* Task: Wherever a line in the records below contains "compass", copy that line.
++++++++++
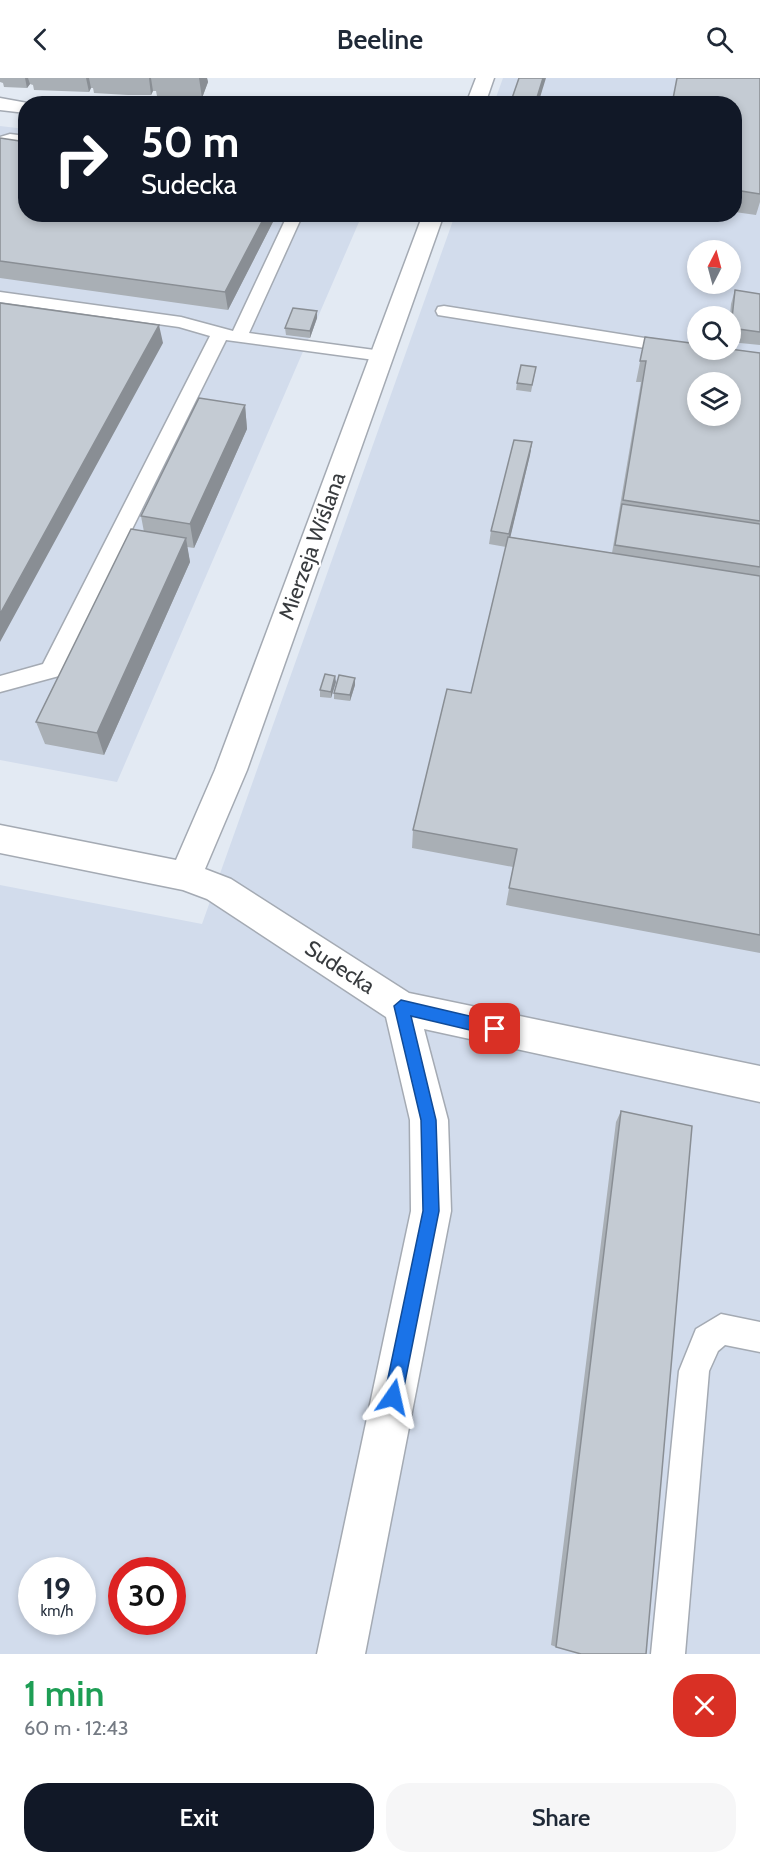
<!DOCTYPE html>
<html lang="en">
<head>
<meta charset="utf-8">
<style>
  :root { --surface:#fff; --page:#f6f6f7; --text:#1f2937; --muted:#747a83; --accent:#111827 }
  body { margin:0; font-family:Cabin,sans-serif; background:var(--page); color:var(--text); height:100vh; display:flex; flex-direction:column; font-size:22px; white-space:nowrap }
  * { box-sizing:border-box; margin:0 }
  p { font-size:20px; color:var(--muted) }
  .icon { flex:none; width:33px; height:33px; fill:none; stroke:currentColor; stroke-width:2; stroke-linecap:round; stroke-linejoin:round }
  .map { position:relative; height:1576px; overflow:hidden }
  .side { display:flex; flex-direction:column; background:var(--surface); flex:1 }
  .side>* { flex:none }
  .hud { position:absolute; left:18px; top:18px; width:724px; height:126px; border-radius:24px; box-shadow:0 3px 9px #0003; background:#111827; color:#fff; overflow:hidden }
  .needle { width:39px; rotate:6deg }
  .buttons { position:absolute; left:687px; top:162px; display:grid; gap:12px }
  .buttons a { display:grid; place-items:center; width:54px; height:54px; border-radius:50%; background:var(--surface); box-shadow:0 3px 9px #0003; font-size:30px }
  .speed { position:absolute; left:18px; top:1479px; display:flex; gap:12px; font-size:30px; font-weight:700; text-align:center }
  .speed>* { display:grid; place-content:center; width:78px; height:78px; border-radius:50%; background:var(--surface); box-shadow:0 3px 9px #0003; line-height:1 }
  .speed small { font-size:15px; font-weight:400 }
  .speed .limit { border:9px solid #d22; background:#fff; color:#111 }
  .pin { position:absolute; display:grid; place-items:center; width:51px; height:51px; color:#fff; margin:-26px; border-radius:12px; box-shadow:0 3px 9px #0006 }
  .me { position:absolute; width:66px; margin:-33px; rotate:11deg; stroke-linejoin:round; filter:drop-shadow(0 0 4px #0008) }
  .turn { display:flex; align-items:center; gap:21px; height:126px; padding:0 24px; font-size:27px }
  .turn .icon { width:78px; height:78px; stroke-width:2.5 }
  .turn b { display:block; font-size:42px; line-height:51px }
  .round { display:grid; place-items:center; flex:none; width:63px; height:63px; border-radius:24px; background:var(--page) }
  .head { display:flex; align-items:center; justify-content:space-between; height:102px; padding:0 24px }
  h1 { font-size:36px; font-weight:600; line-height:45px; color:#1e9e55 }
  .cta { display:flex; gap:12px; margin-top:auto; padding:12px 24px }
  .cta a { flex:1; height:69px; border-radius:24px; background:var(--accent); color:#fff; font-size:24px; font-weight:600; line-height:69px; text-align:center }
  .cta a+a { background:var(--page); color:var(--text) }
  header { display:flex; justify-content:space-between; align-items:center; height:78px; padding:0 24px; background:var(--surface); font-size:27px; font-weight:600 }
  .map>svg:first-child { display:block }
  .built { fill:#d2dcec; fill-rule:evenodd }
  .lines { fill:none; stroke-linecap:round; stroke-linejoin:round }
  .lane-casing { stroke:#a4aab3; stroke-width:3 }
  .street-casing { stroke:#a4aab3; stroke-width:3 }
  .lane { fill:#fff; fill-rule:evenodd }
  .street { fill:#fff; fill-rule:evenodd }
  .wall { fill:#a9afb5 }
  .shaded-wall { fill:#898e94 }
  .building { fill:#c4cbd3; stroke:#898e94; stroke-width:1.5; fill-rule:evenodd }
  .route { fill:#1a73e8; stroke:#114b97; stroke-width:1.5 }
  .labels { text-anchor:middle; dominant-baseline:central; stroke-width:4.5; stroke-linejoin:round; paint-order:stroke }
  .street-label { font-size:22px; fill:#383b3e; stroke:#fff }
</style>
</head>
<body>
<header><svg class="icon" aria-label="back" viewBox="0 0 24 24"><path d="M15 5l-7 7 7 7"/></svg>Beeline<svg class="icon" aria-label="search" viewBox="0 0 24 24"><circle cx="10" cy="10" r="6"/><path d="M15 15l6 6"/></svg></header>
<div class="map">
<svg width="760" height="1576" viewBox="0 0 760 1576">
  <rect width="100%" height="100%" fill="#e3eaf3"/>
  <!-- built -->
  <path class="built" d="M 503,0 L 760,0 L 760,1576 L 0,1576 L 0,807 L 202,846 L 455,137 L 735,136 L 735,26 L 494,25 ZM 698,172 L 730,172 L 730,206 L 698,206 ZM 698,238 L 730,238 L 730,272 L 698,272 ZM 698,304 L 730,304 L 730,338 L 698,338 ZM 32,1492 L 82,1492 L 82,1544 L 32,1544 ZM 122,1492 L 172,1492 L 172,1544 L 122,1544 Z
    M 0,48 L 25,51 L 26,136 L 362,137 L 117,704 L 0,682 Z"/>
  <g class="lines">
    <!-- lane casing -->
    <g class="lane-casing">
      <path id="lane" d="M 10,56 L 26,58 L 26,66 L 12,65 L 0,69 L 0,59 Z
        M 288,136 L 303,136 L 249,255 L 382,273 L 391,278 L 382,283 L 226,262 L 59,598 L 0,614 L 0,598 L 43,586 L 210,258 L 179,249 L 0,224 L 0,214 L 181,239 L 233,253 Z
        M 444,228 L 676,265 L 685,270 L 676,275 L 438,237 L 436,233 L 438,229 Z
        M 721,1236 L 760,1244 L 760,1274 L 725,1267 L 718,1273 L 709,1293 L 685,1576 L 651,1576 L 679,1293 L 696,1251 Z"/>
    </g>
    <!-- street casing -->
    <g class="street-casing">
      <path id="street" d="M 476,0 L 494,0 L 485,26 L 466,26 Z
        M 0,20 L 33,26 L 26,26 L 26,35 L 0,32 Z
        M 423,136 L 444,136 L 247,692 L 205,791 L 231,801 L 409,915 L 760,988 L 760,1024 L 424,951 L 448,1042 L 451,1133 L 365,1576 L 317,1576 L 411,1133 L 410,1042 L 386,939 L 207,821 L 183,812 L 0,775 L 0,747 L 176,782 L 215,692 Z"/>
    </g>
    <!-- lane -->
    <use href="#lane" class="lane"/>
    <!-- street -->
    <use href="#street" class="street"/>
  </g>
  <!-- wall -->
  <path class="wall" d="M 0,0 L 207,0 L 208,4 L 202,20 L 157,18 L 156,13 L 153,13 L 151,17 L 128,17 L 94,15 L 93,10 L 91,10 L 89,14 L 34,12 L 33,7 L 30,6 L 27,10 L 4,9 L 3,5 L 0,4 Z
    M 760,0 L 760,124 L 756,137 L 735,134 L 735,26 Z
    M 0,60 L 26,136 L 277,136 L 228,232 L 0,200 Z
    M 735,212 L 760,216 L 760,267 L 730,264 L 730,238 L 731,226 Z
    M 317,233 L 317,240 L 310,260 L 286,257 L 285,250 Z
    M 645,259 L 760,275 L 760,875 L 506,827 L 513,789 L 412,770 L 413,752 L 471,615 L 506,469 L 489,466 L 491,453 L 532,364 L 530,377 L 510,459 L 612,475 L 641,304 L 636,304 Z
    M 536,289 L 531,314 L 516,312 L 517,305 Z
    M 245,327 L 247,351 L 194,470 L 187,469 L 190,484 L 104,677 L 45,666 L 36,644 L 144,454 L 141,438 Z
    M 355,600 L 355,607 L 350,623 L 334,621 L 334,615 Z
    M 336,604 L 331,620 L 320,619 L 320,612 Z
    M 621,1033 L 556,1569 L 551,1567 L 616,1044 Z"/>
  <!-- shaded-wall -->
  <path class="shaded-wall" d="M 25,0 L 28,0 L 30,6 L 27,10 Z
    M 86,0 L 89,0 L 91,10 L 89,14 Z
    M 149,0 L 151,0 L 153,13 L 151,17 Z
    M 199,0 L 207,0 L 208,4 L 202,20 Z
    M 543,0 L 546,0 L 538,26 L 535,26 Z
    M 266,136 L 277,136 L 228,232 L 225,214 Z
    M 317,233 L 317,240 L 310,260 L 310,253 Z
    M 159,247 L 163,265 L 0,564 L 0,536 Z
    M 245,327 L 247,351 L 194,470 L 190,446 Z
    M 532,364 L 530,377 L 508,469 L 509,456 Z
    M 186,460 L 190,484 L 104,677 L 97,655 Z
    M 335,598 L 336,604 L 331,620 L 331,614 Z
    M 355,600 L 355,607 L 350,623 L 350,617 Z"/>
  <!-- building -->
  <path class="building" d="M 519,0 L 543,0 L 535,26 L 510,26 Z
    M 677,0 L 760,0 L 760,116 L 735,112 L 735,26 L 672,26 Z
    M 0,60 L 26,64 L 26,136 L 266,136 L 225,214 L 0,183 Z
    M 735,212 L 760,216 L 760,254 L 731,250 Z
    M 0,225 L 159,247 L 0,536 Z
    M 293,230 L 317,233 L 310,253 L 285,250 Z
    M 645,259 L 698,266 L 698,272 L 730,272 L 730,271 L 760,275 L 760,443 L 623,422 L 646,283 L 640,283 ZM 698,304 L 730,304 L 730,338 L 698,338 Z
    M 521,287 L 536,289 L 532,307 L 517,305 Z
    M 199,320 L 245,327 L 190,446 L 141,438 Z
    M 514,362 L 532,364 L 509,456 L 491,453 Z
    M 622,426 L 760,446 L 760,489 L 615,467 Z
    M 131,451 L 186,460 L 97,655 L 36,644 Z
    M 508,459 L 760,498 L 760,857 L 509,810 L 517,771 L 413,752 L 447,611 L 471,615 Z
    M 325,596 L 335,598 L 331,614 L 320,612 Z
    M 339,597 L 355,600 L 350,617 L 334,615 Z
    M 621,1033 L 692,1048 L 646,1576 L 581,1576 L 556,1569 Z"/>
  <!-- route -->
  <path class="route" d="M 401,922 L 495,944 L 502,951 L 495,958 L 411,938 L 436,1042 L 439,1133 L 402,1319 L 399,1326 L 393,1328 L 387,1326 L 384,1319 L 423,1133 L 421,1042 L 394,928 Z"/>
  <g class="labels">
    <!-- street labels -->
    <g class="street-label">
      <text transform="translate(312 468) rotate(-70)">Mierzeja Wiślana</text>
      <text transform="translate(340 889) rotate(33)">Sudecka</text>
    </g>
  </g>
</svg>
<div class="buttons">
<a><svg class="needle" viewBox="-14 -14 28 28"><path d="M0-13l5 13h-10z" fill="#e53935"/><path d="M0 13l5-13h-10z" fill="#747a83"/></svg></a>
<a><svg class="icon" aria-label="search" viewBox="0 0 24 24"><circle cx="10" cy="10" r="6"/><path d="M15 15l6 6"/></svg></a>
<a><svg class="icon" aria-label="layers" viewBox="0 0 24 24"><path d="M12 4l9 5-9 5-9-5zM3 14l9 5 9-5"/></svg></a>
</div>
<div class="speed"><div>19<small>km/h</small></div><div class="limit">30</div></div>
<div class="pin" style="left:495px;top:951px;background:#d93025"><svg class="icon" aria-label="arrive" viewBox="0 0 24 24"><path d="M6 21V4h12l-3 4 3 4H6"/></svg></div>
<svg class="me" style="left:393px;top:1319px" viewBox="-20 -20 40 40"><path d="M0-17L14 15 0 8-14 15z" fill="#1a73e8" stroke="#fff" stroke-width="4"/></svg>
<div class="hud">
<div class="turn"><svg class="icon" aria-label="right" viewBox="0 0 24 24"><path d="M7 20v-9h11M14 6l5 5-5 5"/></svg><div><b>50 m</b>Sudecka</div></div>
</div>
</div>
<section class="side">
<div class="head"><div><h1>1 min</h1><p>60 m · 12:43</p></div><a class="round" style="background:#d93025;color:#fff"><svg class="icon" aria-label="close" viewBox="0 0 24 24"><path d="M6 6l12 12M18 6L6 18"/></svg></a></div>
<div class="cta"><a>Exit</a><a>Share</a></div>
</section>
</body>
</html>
++++++++++
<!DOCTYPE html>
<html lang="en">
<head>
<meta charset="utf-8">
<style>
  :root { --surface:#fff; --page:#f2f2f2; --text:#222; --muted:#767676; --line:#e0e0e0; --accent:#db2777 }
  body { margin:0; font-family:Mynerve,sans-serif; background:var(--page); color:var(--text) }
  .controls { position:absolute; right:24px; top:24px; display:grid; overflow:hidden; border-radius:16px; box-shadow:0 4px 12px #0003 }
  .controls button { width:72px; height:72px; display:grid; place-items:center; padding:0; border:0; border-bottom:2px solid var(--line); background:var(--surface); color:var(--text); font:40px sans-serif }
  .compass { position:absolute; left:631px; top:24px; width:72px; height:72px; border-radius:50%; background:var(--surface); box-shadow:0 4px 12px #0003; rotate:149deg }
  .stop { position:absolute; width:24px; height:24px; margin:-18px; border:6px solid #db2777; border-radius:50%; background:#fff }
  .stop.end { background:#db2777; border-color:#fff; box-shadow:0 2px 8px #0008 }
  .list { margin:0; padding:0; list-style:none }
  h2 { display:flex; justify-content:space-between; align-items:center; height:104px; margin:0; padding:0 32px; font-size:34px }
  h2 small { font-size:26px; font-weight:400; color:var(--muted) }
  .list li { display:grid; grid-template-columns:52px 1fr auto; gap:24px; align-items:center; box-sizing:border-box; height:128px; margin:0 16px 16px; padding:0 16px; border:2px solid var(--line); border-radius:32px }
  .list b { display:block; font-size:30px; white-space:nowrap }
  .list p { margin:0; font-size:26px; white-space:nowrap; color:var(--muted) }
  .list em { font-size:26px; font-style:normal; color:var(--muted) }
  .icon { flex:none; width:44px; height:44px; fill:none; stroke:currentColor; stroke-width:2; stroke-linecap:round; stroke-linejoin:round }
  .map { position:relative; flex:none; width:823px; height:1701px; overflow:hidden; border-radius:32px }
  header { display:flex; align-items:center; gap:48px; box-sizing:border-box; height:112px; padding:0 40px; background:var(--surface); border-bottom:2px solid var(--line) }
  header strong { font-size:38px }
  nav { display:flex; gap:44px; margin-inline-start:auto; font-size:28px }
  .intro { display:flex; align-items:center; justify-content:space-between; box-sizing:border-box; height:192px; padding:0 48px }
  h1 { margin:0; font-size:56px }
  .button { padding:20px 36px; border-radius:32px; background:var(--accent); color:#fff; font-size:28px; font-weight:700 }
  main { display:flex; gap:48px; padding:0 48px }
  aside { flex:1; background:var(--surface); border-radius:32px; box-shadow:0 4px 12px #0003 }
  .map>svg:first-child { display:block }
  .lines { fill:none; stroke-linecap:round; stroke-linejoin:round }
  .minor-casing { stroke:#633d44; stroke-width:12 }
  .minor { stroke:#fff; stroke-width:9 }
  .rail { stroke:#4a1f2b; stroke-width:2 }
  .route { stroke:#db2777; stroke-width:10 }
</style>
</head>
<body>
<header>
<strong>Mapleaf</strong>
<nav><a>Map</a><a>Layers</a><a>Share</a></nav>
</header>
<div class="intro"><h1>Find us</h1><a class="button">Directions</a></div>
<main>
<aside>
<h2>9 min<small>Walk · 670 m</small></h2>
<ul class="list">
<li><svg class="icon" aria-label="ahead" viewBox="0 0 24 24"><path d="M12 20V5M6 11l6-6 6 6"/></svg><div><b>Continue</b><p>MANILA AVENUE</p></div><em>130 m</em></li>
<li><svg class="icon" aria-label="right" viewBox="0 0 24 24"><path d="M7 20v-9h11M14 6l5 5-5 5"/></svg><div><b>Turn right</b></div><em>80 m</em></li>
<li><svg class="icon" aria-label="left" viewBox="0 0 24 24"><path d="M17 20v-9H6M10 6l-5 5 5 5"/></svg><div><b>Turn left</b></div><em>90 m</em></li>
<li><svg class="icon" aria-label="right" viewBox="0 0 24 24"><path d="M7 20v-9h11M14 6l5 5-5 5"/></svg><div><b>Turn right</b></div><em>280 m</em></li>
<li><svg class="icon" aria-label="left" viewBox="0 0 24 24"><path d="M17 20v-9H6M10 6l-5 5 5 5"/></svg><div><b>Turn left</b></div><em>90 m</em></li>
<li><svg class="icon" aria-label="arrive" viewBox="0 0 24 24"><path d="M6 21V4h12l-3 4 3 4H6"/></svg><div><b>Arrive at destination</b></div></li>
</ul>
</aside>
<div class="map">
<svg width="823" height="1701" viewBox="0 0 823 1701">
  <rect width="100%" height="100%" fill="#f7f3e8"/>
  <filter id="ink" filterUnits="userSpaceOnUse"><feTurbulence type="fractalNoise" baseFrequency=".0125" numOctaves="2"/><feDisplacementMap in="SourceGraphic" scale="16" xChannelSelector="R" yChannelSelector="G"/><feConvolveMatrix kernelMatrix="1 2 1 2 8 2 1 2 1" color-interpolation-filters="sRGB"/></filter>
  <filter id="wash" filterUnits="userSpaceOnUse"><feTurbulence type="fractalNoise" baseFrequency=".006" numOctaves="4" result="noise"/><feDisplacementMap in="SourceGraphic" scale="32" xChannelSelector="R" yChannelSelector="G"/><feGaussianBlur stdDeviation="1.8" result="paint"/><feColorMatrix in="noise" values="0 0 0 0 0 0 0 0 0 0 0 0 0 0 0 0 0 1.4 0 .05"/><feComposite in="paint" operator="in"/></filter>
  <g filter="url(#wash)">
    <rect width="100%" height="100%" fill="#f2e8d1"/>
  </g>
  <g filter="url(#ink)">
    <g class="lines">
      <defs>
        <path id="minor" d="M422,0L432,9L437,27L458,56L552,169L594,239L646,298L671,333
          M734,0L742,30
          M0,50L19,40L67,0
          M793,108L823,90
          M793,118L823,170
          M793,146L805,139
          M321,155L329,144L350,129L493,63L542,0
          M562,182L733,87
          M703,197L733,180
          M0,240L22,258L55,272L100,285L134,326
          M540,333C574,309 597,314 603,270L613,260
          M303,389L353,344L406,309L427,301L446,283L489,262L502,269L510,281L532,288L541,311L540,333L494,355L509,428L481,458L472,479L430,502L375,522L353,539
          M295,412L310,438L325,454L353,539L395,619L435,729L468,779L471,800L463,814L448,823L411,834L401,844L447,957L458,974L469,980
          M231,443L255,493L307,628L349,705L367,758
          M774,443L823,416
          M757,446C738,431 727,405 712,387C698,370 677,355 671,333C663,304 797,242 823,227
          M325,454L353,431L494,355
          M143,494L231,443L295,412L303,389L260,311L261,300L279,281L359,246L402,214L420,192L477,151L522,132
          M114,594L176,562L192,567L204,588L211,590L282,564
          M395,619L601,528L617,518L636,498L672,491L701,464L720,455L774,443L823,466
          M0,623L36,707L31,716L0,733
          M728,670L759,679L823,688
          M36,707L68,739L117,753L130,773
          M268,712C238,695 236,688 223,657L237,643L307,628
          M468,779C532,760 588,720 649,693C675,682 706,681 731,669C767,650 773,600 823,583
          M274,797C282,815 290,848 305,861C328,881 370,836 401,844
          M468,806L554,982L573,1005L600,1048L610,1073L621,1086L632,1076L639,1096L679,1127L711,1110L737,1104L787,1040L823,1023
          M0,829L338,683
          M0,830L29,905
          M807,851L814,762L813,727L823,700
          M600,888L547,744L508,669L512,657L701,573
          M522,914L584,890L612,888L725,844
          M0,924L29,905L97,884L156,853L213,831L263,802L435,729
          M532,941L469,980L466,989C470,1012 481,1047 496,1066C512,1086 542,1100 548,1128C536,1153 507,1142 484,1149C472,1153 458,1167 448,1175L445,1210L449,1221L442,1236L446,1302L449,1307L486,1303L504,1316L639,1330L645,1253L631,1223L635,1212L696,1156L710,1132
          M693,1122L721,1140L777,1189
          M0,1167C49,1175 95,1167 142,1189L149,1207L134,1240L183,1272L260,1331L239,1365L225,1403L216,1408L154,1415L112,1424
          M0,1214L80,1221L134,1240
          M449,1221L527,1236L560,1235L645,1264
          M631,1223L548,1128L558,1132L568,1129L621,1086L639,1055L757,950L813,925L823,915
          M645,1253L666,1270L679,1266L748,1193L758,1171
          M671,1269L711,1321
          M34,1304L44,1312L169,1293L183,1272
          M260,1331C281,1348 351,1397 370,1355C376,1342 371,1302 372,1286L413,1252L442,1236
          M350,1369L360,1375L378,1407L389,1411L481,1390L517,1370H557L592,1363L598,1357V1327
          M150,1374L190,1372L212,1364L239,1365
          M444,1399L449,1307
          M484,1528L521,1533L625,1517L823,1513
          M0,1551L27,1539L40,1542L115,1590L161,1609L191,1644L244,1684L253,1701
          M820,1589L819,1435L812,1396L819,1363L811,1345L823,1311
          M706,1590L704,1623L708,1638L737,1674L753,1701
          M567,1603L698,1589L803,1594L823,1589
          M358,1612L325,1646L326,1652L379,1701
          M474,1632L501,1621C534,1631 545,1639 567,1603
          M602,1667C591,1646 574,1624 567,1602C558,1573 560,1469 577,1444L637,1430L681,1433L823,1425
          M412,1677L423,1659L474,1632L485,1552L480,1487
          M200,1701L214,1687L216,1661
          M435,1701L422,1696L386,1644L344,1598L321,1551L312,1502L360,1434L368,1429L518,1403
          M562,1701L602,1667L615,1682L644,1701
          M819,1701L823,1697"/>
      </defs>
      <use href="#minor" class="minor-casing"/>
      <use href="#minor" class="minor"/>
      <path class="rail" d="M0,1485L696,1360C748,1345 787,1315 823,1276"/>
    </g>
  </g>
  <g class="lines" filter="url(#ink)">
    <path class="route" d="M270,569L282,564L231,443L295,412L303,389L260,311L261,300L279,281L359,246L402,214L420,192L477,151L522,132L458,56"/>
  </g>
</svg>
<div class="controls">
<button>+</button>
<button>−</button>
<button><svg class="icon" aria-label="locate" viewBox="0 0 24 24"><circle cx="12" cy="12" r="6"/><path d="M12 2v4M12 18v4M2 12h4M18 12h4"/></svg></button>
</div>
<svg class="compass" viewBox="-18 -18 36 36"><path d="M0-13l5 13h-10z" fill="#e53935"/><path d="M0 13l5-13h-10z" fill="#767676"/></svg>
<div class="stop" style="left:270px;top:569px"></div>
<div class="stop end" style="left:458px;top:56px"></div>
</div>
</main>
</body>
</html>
++++++++++
* Response box:
  .compass { position:absolute; left:631px; top:24px; width:72px; height:72px; border-radius:50%; background:var(--surface); box-shadow:0 4px 12px #0003; rotate:149deg }
<svg class="compass" viewBox="-18 -18 36 36"><path d="M0-13l5 13h-10z" fill="#e53935"/><path d="M0 13l5-13h-10z" fill="#767676"/></svg>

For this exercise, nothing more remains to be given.